インド 国産SMRの開発も視野に
08 Aug 2023
インド初の100万kW級軽水炉を備えたロシア製のクダンクラム発電所 ©NPCIL
インド政府で原子力等の科学技術を担当するJ.シン閣外専管大臣は8月2日、議会下院における答弁の中で、国産小型モジュール炉(SMR)の開発に向けて、インド政府が諸外国と協力するオプションや法改正を通じて民間部門と協力する方策を検討中であることを明らかにした。
インド原子力省(DAE)は、現在合計出力748万kWの国内原子力発電を2031年までに約3倍の2,248万kWに増強する目標を設定。シン大臣によると、大型炉の建設を通じてこれを達成する方針に変わりないものの、政府はSMR建設の実行可能性や有効性を調査するロードマップの作成に向け、技術面の詳細を検討中である。
同大臣はまた、SMRは産業界の脱炭素化、その中でも電力の安定供給を必要とする産業にとって特に有望なエネルギー技術だと指摘。インドはクリーン・エネルギーへの移行を果たす一助としてSMRの開発方策を検討しており、その一つとして、民間部門やスタートアップ企業が開発に参加できるよう1962年原子力法の条文見直しを実施中だと説明した。
今年5月、インド政府の公共政策シンクタンクでN.モディ首相が会長を務める「インド改革国立研究委員会(NITI Aayog)」は、「エネルギーの移行におけるSMRの役割」と題する報告書を取りまとめた。同シンクタンクは、SMRの国内建設を成功裏に進めるには、民間部門による投資の活用が欠かせないと指摘している。
インドでは現在、安全で環境に優しく経済性も高い原子力技術の開発と、原子力発電所の運転をインド原子力発電公社(NPCIL)が主に担っている。NITI Aayog の結論では、インドにおけるSMRの大規模開発と建設に向けて民間投資を確保するには、技術的に中立でしっかりとした政策の枠組が必要。投資の流れに大きな影響を及ぼす要因として、社会面や環境面のファクター、タクソノミーなどを挙げている。
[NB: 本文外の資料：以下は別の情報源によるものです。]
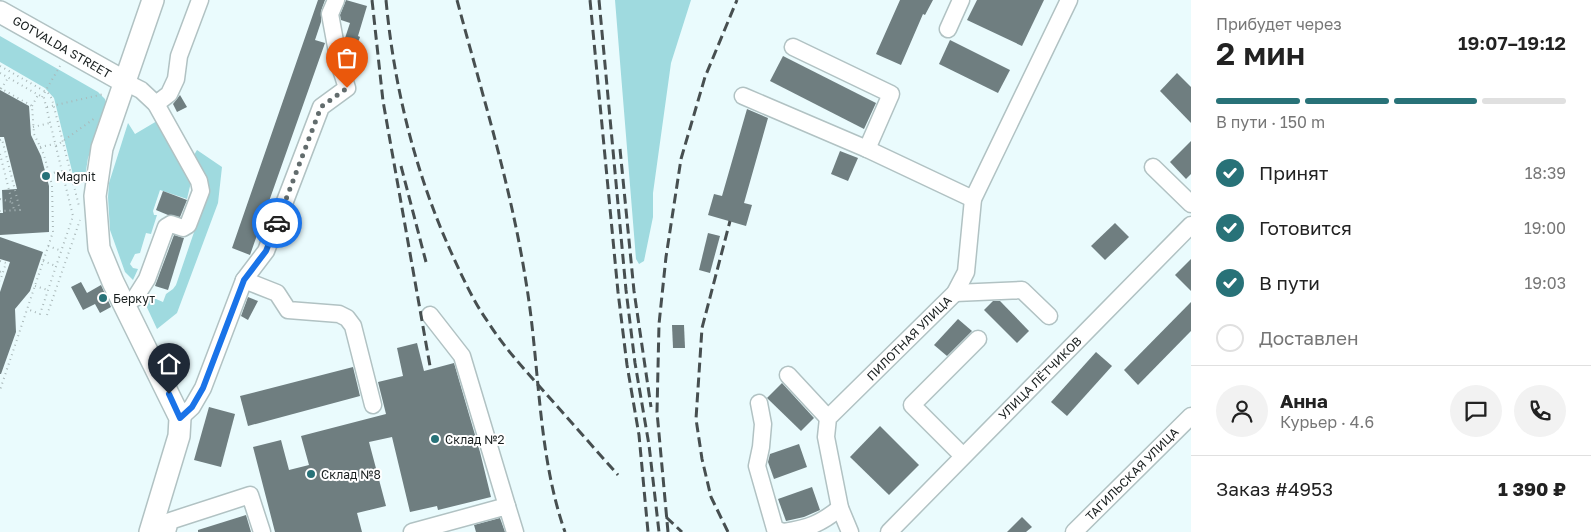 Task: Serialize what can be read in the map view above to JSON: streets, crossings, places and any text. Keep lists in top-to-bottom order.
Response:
{
  "streets": {
    "main road": ["GOTVALDA STREET"],
    "street": ["ПИЛОТНАЯ УЛИЦА", "УЛИЦА ЛЁТЧИКОВ", "ТАГИЛЬСКАЯ УЛИЦА"]
  },
  "places": [
    "Magnit",
    "Беркут",
    "Склад №2",
    "Склад №8"
  ],
  "page": {
    "heading": ["2 мин", "Прибудет через", "19:07–19:12"],
    "panel": [
      "Анна",
      "Курьер · 4.6",
      "Заказ #4953",
      "1 390 ₽"
    ],
    "bar": "В пути · 150 m",
    "list": [
      ["Принят", "18:39"],
      ["Готовится", "19:00"],
      ["В пути", "19:03"],
      "Доставлен"
    ]
  }
} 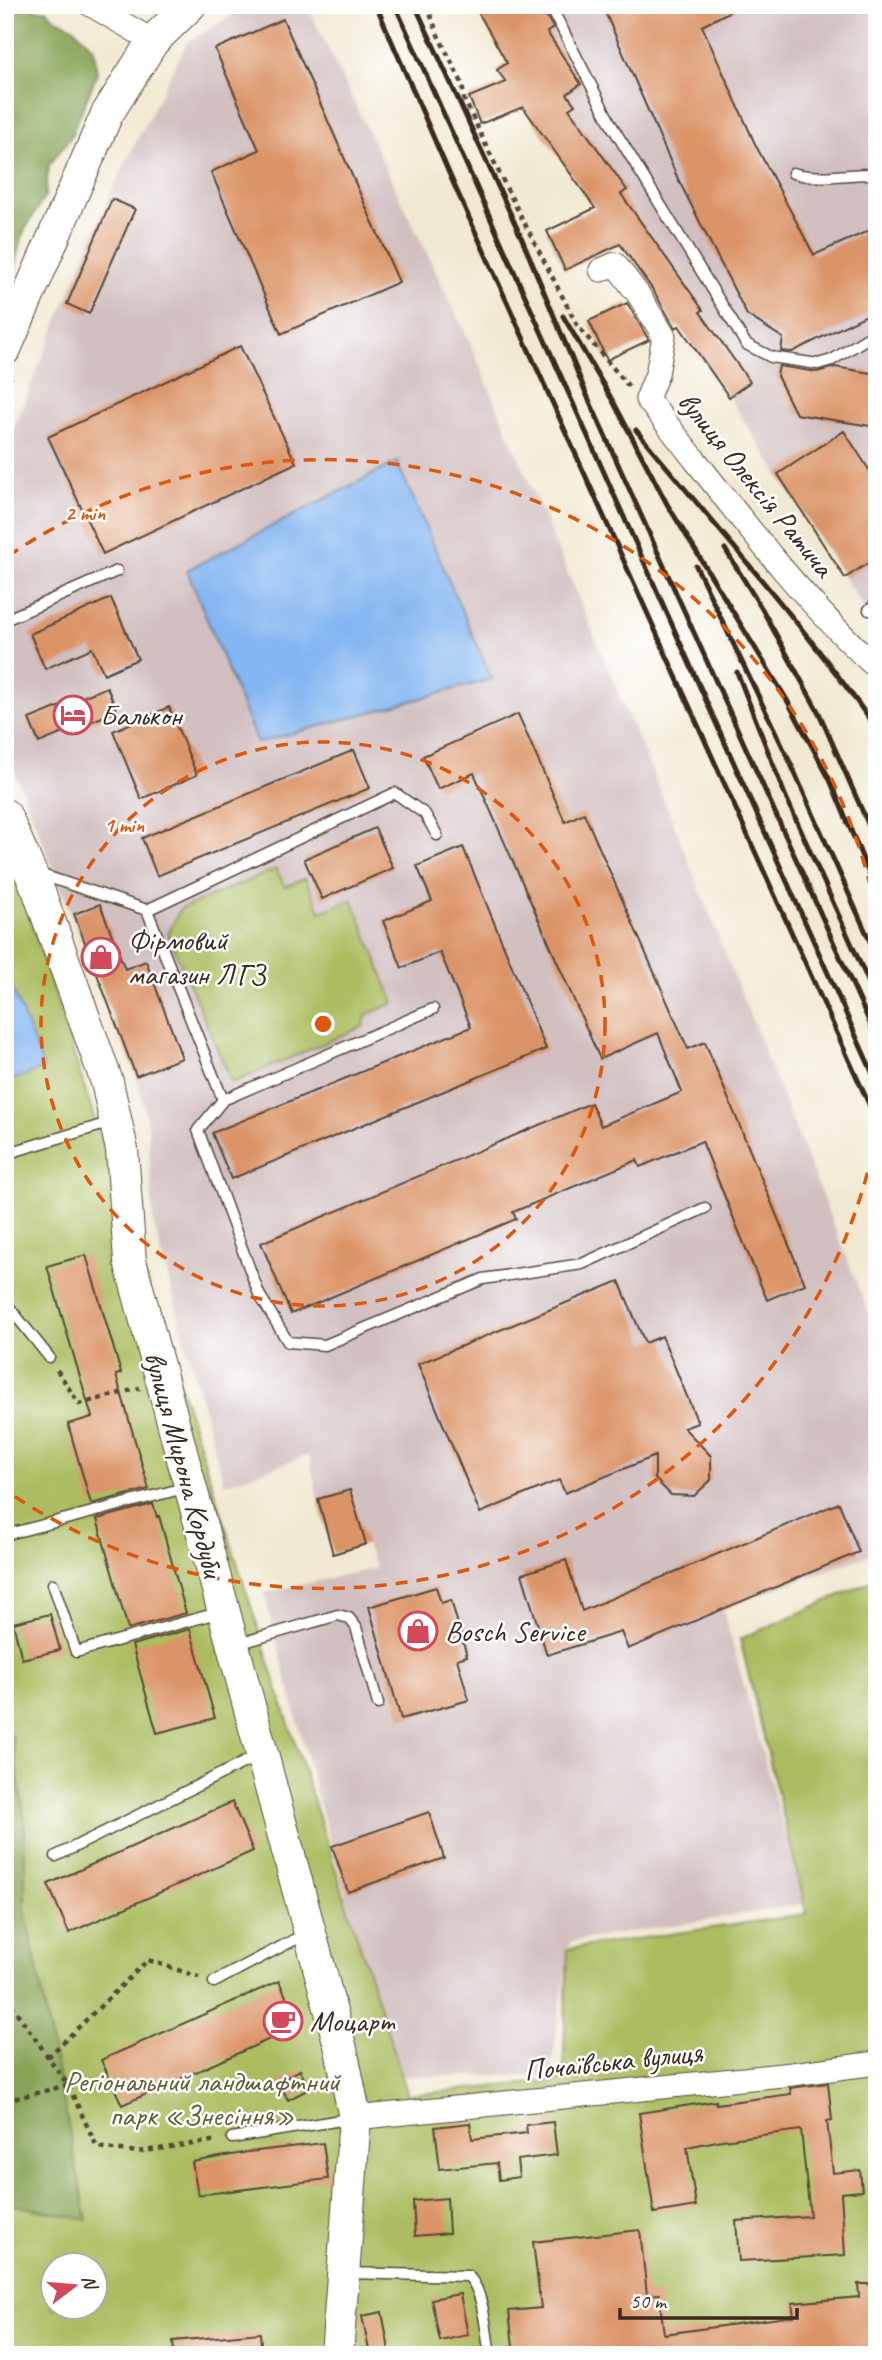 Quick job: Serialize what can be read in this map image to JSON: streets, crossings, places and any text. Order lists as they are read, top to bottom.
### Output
{
  "streets": {
    "street": ["вулиця Олексія Ратича", "вулиця Мирона Кордуби", "Почаївська вулиця"]
  },
  "crossings": [
    ["вулиця Мирона Кордуби", "Почаївська вулиця"]
  ],
  "parks": ["Регіональний ландшафтний парк «Знесіння»"],
  "places": {
    "hotel": ["Балькон"],
    "shop": ["Фірмовий магазин ЛГЗ", "Bosch Service"],
    "cafe": ["Моцарт"]
  },
  "scale_bar": "50 m",
  "north": "right",
  "rings": ["2 min", "1 min"]
} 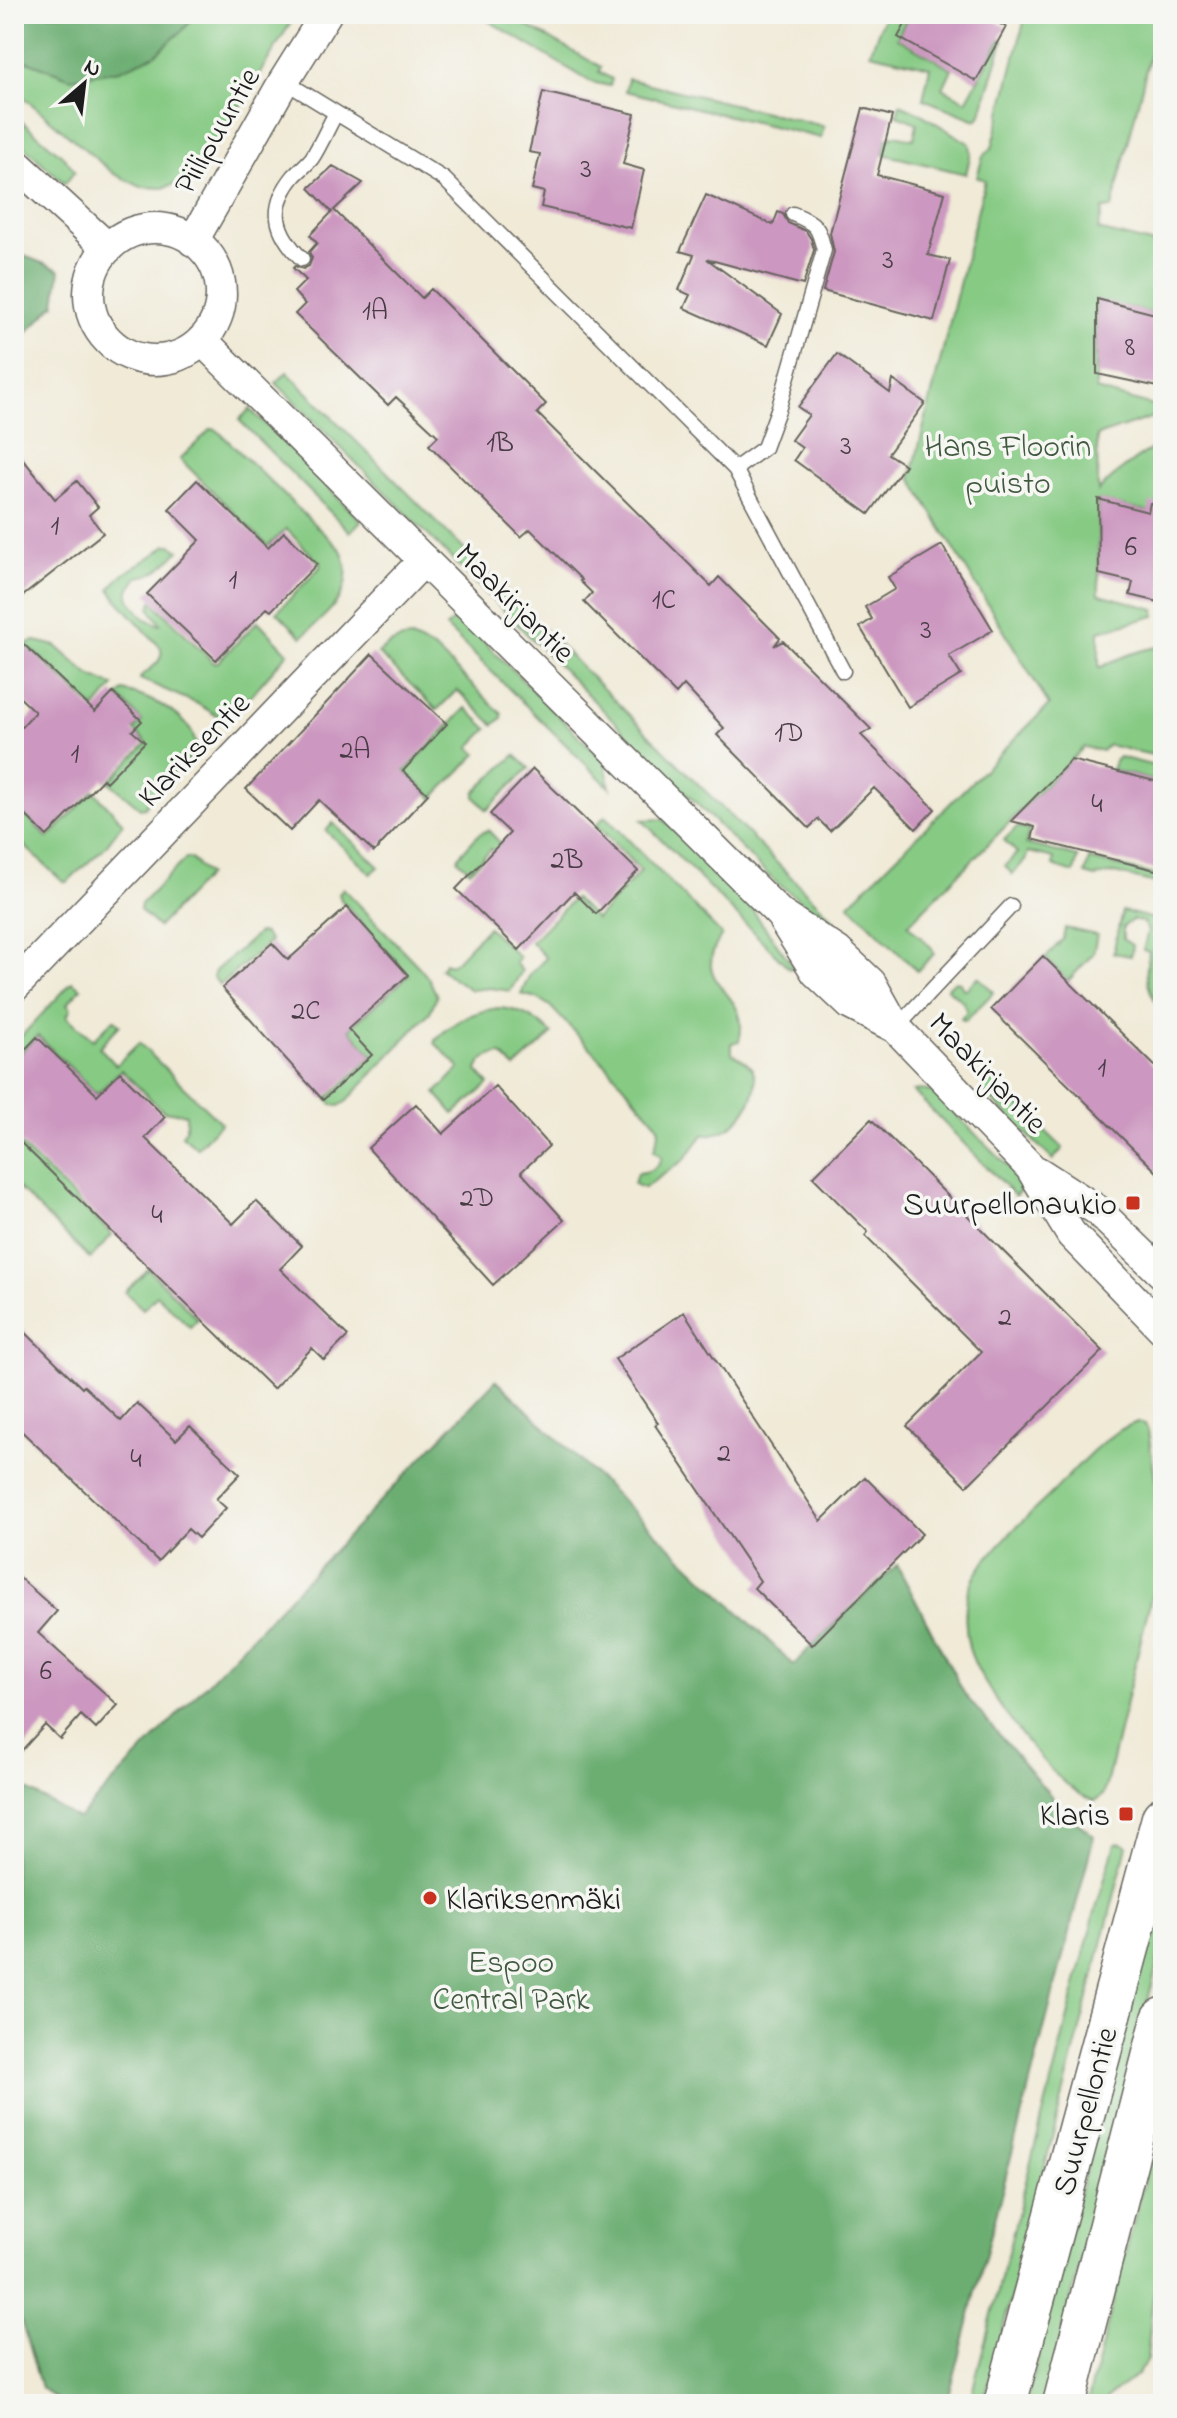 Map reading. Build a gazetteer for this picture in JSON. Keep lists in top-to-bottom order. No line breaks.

NITI Aayogの報告書はまた、いくつかのSMR実証プラントを早期に建設する重要性を指摘している。これによりリスクに対する見通しが立てやすくなり、サプライチェーンの形成に弾みを与えるとともに、この業界に投資と安定をもたらせるという。また、SMRの主要特性を考慮して許認可手続きや規制の枠組みを合理化することは、世界的なSMR市場を開拓する上で重要だとした。そして、SMRが地球温暖化の影響緩和で有意な役割を果たせるとしたら、市場に十分浸透して変化を与えられるよう2030年代初頭、あるいはそれより早い時期にSMR初号機を建設するべきだと指摘している。
(参照資料:インド政府の発表資料①、②、原産新聞・海外ニュース、およびWNAの8月3日付け「ワールド・ニュークリア・ニュース(WNN)」)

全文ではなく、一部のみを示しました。